Accueil > Université (problèmes et débats) > Les réformes à l’échelle européenne > L’avis de l’OCDE sur le système français de recherche et d’innovation. Une (...)

L’avis de l’OCDE sur le système français de recherche et d’innovation. Une évaluation du plan "Programmes d’Investissements d’Avenir

jeudi 3 juillet 2014, par Hélène

Ou comment les "experts" détruisent nos métiers ...

Lire sur le site

Le rôle essentiel de l’innovation dans la croissance économique et l’augmentation du bien-être est aujourd’hui largement reconnu. Des entreprises et des institutions publiques fournissent des produits nouveaux qui accroissent le niveau de vie des consommateurs et permettent des créations d’emploi. En vue de soutenir ce processus, les autorités publiques visent à maintenir un cadre général propice à l’innovation et investissent dans des
institutions spécifiques qui peuvent faciliter celle-ci.
La théorie des systèmes nationaux d’innovation (SNI) conceptualise
les acteurs, les activités et les résultats en lien avec la recherche et l’innovation. Il existe entre les différents acteurs, activités et résultats
des relations multiples et complexes qui justifient une analyse en termes de « 
système » (voir le graphique
1). Le concept de SNI est notamment présenté en détail dans OCDE et Eurostat (2005). Les acteurs sont les individus, caractérisés par leurs compétences et leurs motivations, les universités, les organismes publics de recherche, les organismes de transfert, les entreprises, les start-ups (type spécifique d’entreprise qui mérite un examen séparé), l’État dans toutes ses
composantes (gouvernement, agences, autorités territoriales) et les acteurs étrangers, qui dans un monde ouvert exercent une influence forte sur le système national. Les interactions entre ces acteurs sont de nature multiple
 : transferts de connaissances, coopérations pour la production de connaissances nouvelles, transactions commerciales de différentes
sortes, liens de pouvoir etc.

Ce sont les comportements des acteurs–fonctions de leurs capacités et des incitations auxquelles ils font face–et les interactions entre ces acteurs qui déterminent la performance globale du SNI, c’est-à-dire sa capacité à produire la science, l’innovation et les compétences qui peuvent servir la croissance économique et fournir la réponse aux défis sociétaux. Une étude du SNI consiste donc à analyser les différents acteurs, leurs capacités
et leurs incitations à réaliser certaines activités, les relations qui les lient et les mesures institutionnelles et politiques qui déterminent ces comportements, ces liens et ces résultats.

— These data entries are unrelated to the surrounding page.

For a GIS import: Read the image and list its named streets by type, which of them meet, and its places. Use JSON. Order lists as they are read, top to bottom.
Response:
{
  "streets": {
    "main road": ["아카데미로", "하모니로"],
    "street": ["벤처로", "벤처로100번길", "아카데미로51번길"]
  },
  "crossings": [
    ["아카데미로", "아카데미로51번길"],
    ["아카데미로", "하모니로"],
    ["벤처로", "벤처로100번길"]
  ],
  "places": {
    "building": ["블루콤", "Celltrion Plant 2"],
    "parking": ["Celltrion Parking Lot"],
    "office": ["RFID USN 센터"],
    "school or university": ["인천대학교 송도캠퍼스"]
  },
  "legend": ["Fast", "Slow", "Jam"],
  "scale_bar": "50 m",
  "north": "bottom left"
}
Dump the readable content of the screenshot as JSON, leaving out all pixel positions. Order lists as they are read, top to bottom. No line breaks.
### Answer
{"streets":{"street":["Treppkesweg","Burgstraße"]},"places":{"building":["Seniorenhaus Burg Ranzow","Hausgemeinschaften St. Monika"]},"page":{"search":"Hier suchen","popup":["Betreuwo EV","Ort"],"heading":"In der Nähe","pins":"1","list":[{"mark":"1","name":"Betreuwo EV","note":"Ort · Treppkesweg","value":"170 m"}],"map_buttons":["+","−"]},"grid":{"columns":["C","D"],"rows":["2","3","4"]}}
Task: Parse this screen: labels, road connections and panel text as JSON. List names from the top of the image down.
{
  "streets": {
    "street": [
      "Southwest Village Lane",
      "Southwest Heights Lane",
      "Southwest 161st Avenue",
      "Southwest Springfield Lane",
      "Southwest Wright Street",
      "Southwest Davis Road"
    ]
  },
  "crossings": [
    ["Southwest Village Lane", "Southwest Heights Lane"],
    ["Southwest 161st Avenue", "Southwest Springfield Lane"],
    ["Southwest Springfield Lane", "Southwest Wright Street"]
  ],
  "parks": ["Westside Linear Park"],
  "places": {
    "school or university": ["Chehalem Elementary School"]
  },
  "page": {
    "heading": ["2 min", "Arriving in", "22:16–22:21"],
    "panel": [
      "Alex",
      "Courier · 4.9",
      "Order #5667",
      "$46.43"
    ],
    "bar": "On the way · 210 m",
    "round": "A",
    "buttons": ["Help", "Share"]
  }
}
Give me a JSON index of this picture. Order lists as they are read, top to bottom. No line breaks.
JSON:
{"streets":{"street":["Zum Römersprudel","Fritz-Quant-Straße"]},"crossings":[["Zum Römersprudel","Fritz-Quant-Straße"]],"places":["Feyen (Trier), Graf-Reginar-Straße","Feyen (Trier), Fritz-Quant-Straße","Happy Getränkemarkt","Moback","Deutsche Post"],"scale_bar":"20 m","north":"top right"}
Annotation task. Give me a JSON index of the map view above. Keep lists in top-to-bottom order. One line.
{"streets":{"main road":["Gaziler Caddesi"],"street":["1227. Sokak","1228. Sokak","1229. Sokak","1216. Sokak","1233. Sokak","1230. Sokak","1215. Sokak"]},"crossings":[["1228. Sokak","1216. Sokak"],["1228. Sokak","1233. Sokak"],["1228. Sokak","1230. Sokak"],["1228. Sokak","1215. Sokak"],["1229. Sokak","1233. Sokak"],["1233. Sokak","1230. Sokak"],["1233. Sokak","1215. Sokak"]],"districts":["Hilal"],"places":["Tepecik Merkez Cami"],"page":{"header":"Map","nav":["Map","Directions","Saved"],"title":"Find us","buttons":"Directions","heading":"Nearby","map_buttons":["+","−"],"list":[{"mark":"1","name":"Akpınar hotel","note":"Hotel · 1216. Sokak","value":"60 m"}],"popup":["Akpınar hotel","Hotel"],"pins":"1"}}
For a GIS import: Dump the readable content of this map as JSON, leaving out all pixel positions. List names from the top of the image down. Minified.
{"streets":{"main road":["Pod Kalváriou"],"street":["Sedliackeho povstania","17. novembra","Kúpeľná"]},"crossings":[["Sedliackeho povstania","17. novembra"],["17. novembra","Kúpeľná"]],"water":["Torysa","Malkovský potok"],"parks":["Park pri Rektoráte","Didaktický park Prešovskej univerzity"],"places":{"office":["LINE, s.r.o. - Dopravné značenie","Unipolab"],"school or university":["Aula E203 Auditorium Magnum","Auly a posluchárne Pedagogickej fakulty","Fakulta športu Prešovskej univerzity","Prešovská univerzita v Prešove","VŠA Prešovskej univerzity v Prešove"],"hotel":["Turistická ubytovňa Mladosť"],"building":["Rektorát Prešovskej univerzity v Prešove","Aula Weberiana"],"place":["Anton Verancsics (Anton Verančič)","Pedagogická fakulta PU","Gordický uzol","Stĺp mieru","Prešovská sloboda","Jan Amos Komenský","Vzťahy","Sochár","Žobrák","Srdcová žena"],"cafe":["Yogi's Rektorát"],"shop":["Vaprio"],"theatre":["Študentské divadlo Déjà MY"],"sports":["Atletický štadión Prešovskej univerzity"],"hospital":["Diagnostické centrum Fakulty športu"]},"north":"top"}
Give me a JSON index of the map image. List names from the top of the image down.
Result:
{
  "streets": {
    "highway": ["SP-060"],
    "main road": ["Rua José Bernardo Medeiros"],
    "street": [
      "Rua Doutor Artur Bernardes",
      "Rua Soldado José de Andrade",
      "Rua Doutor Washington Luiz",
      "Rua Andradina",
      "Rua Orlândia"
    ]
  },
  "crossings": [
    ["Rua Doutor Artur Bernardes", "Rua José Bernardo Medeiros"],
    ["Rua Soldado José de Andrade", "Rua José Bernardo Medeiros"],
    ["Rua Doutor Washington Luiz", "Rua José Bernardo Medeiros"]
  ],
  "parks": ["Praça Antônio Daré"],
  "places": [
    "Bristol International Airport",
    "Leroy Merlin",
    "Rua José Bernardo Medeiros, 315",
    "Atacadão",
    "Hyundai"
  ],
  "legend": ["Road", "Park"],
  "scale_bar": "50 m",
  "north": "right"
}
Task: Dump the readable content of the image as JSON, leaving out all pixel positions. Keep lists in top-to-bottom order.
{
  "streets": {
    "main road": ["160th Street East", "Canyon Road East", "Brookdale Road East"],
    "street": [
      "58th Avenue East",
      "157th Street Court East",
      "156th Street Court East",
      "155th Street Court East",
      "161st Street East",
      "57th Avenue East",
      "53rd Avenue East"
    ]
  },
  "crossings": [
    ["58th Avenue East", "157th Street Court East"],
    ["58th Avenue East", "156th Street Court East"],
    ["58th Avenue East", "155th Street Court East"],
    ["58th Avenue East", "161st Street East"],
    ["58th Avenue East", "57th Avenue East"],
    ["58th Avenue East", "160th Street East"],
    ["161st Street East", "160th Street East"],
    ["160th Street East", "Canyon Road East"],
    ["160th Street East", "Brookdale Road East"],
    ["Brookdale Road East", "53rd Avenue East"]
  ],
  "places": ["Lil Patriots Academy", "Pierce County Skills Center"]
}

L ’étude vise notamment à identifier les goulots d’étranglement ou les dis-
fonctionnements au sein du système qui réduisent ses performances et à examiner les solutions politiques qui pourraient améliorer son
efficacité. Une telle approche systémique a été mobilisée dans des analyses récentes produites par le gouvernement français, telle « Une nouvelle donne pour l’innovation », publiée en novembre 2013 ....

p23 résumé
L’économie française connaît un déficit de croissance depuis plusieurs années, en lien avec une compétitivité-prix et hors prix dégradée. [...]

Les RH de la France sont caractérisées par une dualité : d’un côté, une minorité de personnels spécialistes ou généralistes très bien formés, aptes à développer et mettre en oeuvre les innovations ; d’un autre côté, une fraction importante de la population peu ou mal formée, qui reste à l’écart de l’innovation. Ceci provient du fait que les formations universitaires générales sont insuffisantes. Le renforcement de la qualité et de la pertinence des formations universitaires implique de mettre en place les incitations appropriées pour les universités et pour les enseignants-chercheurs et de revisiter les missions des divers acteurs et filières qui forment l’enseignement supérieur français.(souligné par Hélène)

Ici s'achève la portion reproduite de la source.